The settings.py file is required in every crawley’s project. A common settings file looks like this:
import os
PATH = os.path.dirname(os.path.abspath(__file__))
#Don't change this if you don't have renamed the project
PROJECT_NAME = "test_project"
PROJECT_ROOT = os.path.join(PATH, PROJECT_NAME)
DATABASE_ENGINE = 'postgres'
DATABASE_NAME = 'postgres'
DATABASE_USER = 'postgres'
DATABASE_PASSWORD = '1234'
DATABASE_HOST = 'localhost'
DATABASE_PORT = '5432'
SHOW_DEBUG_INFO = True
Warning
Don’t change the PROJECT_NAME constant if you don’t have renamed the project on your filesystem.
The SHOW_DEBUG_INFO constant indicates if you want to log the crawling results to the stdout.
The settings file provides you the capability for configure your database engine. The followings are configuration examples for the database engines supported so far.

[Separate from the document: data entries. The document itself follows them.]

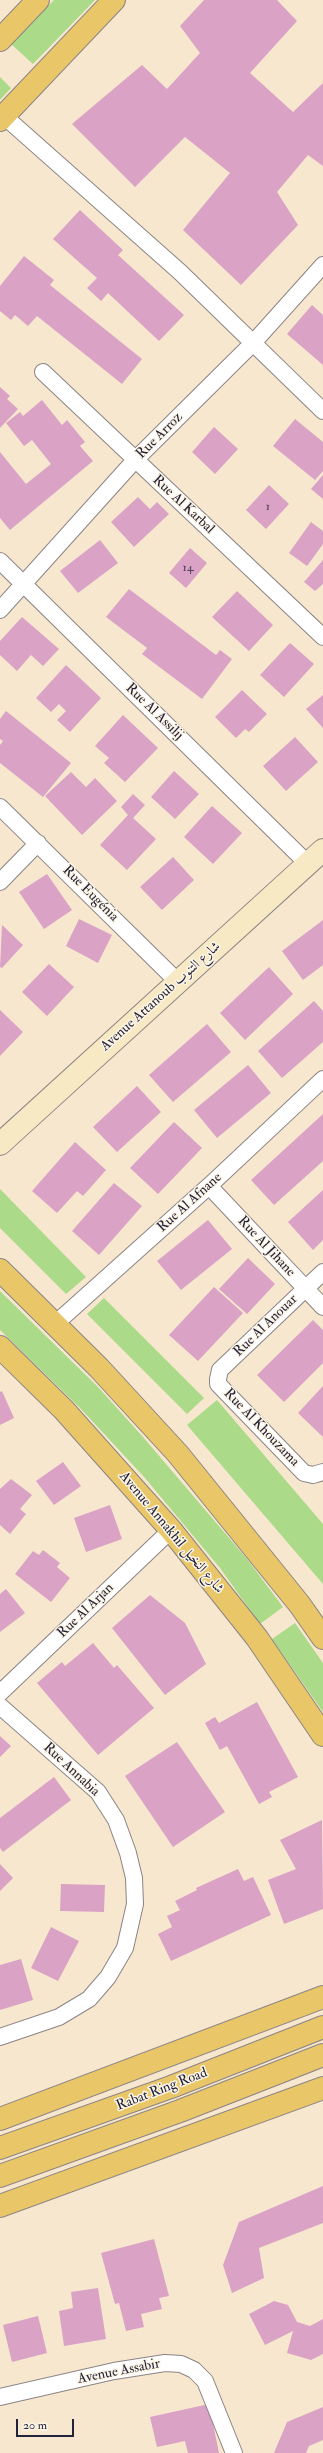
<!DOCTYPE html>
<html>
<head>
<meta charset="utf-8">
<style>
	body { margin:0 }
	#map { position:relative; width:323px; height:2453px; overflow:hidden; background:#f7e7cf; font-family:"IM FELL Double Pica",serif }
	canvas { display:block }
	.scale { position:absolute; left:16px; top:2419px; width:58px; height:18px; box-sizing:border-box; border:2px solid #22223b; border-top:0; padding-left:5px; font-size:12px; line-height:14px; white-space:nowrap; color:#22223b; -webkit-text-stroke:3px #fcf5e5; paint-order:stroke }
</style>
</head>
<body>
<div id="map">
<canvas width="323" height="2453"></canvas>
<div class="scale">20 m</div>
</div>
<script>
const ctx = document.querySelector('canvas').getContext('2d');
ctx.lineJoin = 'round';
function fill(path, color) {
  ctx.fillStyle = color;
  ctx.fill(path, 'evenodd');
}
function poly(rows) {
  const path = new Path2D();
  for (const r of rows) {
    path.moveTo(r[0], r[1]);
    for (let i = 2; i < r.length; i += 2) path.lineTo(r[i], r[i + 1]);
  }
  return path;
}
function trace(path, color, width, dash) {
  ctx.strokeStyle = color;
  ctx.lineWidth = width;
  ctx.lineCap = dash ? 'butt' : 'round';
  ctx.setLineDash(dash || []);
  ctx.stroke(path);
}
function label(font, color, halo, rows, align = 'center') {
  ctx.font = font + ' "IM FELL Double Pica",Amiri,serif';
  ctx.lineWidth = 3;
  ctx.setLineDash([]);
  ctx.textBaseline = 'middle';
  ctx.strokeStyle = halo;
  ctx.fillStyle = color;
  for (const [text, x, y, turn = 0] of rows) {
    ctx.save();
    ctx.translate(x, y);
    ctx.rotate((+turn || 0) * Math.PI / 180);
    ctx.textAlign = isNaN(turn) ? turn : align;
    if (halo) ctx.strokeText(text, 0, 0);
    ctx.fillText(text, 0, 0);
    ctx.restore();
  }
}
fill(poly([
	[54,0,95,0,33,64,11,44],
	[0,77,11,88,0,100],
	[0,1189,86,1277,66,1294,0,1228],
	[0,1291,98,1387,143,1437,247,1559,283,1607,260,1624,220,1568,145,1478,81,1409,0,1330],
	[104,1298,204,1398,187,1414,87,1314],
	[217,1400,323,1524,323,1584,187,1425],
	[295,1623,323,1663,323,1712,272,1639]
]), '#abda88');
fill(poly([
	[204,0,277,0,297,21,250,73,293,112,323,83,323,166,308,155,277,192,298,225,241,285,183,230,230,173,185,137,135,187,72,124,142,65,167,89,200,53,180,26],
	[80,210,123,250,118,255,184,315,159,341,108,293,101,301,87,288,97,278,53,239],
	[24,256,54,280,50,285,142,359,122,384,37,316,28,326,15,315,11,320,0,311,0,286],
	[312,305,323,315,323,365,287,334],
	[0,387,10,396,7,399,18,409,0,428],
	[42,400,62,425,67,420,85,442,80,446,93,461,10,530,0,518,0,452,26,484,51,464,32,440,24,446,6,423,20,412,23,416],
	[295,419,323,442,323,471,315,480,273,446],
	[214,427,238,449,215,474,192,452],
	[323,475,323,499,311,489],
	[269,485,289,504,266,529,246,510],
	[138,497,150,509,157,502,169,514,134,547,111,522],
	[311,522,323,531,323,544,307,566,289,553],
	[100,540,118,563,78,593,60,571],
	[190,548,207,563,186,588,169,573],
	[323,560,323,584,315,591,304,582],
	[129,589,216,655,220,650,232,659,202,699,142,654,147,648,106,617],
	[237,591,273,625,249,651,212,617],
	[22,617,59,649,43,666,31,655,17,671,0,655,0,641],
	[290,643,314,664,284,697,260,675],
	[66,665,101,698,70,732,57,720,66,711,59,704,51,712,36,698],
	[242,690,267,714,249,732,245,729,236,738,215,717],
	[323,695,323,728,306,709],
	[6,711,71,763,43,797,0,763,0,745,3,741,0,739,0,719],
	[123,715,158,748,125,782,104,763,109,758,95,746],
	[295,737,318,762,286,791,263,766],
	[174,771,199,794,175,819,151,797],
	[71,772,86,787,95,778,117,801,82,835,45,796],
	[133,794,145,805,133,818,156,839,127,870,100,845,128,815,121,807],
	[212,806,242,833,213,864,184,837],
	[173,857,194,880,162,910,140,887],
	[47,874,72,910,44,929,19,892],
	[79,919,112,935,98,963,66,946],
	[323,920,323,965,303,980,282,951],
	[2,925,23,945,2,968,0,967],
	[49,964,74,987,47,1016,22,992],
	[269,967,293,994,245,1040,220,1013],
	[314,1001,323,1011,323,1042,282,1078,258,1051],
	[0,1010,23,1032,0,1056],
	[207,1024,231,1052,173,1102,149,1075],
	[248,1065,271,1093,217,1138,194,1110],
	[137,1086,161,1112,117,1152,93,1127],
	[323,1114,323,1161,274,1205,251,1180],
	[174,1122,202,1148,158,1194,130,1168],
	[75,1142,106,1170,83,1196,77,1191,57,1213,32,1191],
	[114,1183,142,1206,99,1255,72,1231],
	[323,1190,323,1240,313,1250,288,1222],
	[208,1220,232,1249,181,1290,157,1261],
	[248,1258,275,1284,247,1314,219,1289],
	[214,1287,243,1313,198,1361,169,1335],
	[313,1320,323,1330,323,1363,284,1402,257,1375],
	[323,1386,323,1437,298,1413],
	[2,1391,14,1418,0,1425,0,1392],
	[63,1462,81,1486,54,1505,36,1481],
	[11,1479,32,1495,20,1509,26,1514,10,1534,0,1525,0,1489],
	[110,1505,122,1539,86,1552,74,1518],
	[43,1550,60,1563,57,1567,70,1578,51,1602,15,1574,33,1551,39,1555],
	[6,1589,25,1613,0,1632,0,1594],
	[150,1595,185,1623,206,1664,165,1695,112,1628],
	[93,1643,114,1668,117,1665,154,1708,98,1755,37,1683,62,1662,65,1666],
	[257,1702,298,1777,269,1792,272,1797,259,1804,227,1746,220,1750,205,1723,215,1717,219,1723],
	[0,1736,11,1746,0,1757],
	[177,1742,225,1812,173,1847,125,1776],
	[54,1777,71,1800,3,1852,0,1848,0,1818],
	[322,1820,323,1909,284,1924,268,1880,296,1869,280,1840],
	[0,1864,13,1878,0,1891],
	[238,1869,244,1881,253,1877,271,1915,171,1961,158,1934,172,1927,167,1916,180,1910,175,1901,197,1890,196,1888],
	[61,1884,105,1885,104,1912,60,1911],
	[51,1927,79,1941,58,1981,31,1968],
	[21,1959,33,2000,0,2010,0,1965],
	[323,2186,323,2223,259,2248,264,2278,232,2293,223,2265,239,2222],
	[154,2239,169,2296,159,2298,162,2309,141,2314,144,2327,126,2331,119,2303,115,2304,101,2253],
	[98,2288,106,2339,64,2346,59,2311,73,2308,71,2292],
	[274,2301,288,2305,297,2322,310,2326,323,2319,323,2354,311,2360,287,2353,293,2331,265,2345,249,2314],
	[38,2316,47,2353,12,2362,3,2325],
	[209,2404,219,2453,188,2453,185,2441,157,2447,150,2417],
	[323,2407,323,2440,309,2446,306,2453,274,2453,287,2422]
]), '#daa2c5');
const street = poly([
	[4,116,180,272,323,411],
	[43,372,323,637],
	[0,561,308,864],
	[0,610,135,460,253,343,323,265],
	[0,807,178,982],
	[0,882,38,843],
	[209,1186,323,1307],
	[323,1272,220,1370,218,1379,218,1384,304,1473,313,1475,323,1472],
	[55,1324,209,1186,323,1079],
	[0,1693,171,1530],
	[0,1706,98,1792,116,1820,128,1853,134,1878,135,1904,125,1948,108,1977,89,1999,59,2017,0,2037],
	[0,2397,114,2371,165,2363,181,2364,194,2370,205,2381,234,2453]
]);
const secondary = poly([
	[0,1144,323,850]
]);
const primary = poly([
	[0,40,38,0],
	[0,120,114,0],
	[0,1270,99,1368,178,1454,300,1605,323,1638],
	[0,1347,64,1410,171,1530,257,1638,323,1735]
]);
const highway = poly([
	[0,2119,323,1997],
	[0,2148,171,2087,323,2027],
	[0,2176,180,2111,323,2055],
	[0,2206,323,2088]
]);
trace(street, '#8c8485', 18);
trace(secondary, '#8c8485', 24);
trace(primary, '#8c8485', 24);
trace(highway, '#8c8485', 24);
trace(street, '#fff', 16);
trace(secondary, '#f6e9c3', 22);
trace(primary, '#e9c769', 22);
trace(highway, '#e9c769', 22);
label('12px', '#50425e', null, [
	["1",268,507],
	["14",188,568]
]);
label('14px', '#22223b', '#fcf5e5', [
	["Rue Arroz",160,436,-45],
	["Rue Al Karbal",183,505,43],
	["Rue Al Assilij",154,712,44],
	["Rue Eugénia",90,894,45],
	["Avenue Attanoub شارع التنوب",161,997,-42],
	["Rue Al Afnane",190,1203,-42],
	["Rue Al Jihane",266,1247,47],
	["Rue Al Anouar",266,1326,-44],
	["Rue Al Khouzama",261,1428,46],
	["Avenue Annakhil شارع النخيل",171,1533,50],
	["Rue Al Arjan",86,1611,-44],
	["Rue Annabia",71,1770,43],
	["Rabat Ring Road",162,2090,-21],
	["Avenue Assabir",119,2372,-11]
]);
</script>
</body>
</html>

It doesn’t support host and user parameters. So, set it to empty.
Note
Requires sqlite3 module
DATABASE_ENGINE = 'sqlite'
DATABASE_NAME = 'my_data_base'
DATABASE_USER = ''
DATABASE_PASSWORD = ''
DATABASE_HOST = ''
DATABASE_PORT = ''
Note
Requires MySQLdb module
DATABASE_ENGINE = 'mysql'
DATABASE_NAME = 'my_data_base'
DATABASE_USER = 'mysql_user'
DATABASE_PASSWORD = 'xxxxx'
DATABASE_HOST = 'localhost'
DATABASE_PORT = '3306'
Note
Requires psycopg2 module
DATABASE_ENGINE = 'postgres'
DATABASE_NAME = 'my_data_base'
DATABASE_USER = 'postgres_user'
DATABASE_PASSWORD = 'xxxxx'
DATABASE_HOST = 'localhost'
DATABASE_PORT = '5432'
Note
Requires cx_Oracle module
DATABASE_ENGINE = 'oracle'
DATABASE_NAME = 'my_data_base'
DATABASE_USER = 'oracle_user'
DATABASE_PASSWORD = 'xxxxx'
DATABASE_HOST = 'localhost'
DATABASE_PORT = '1521'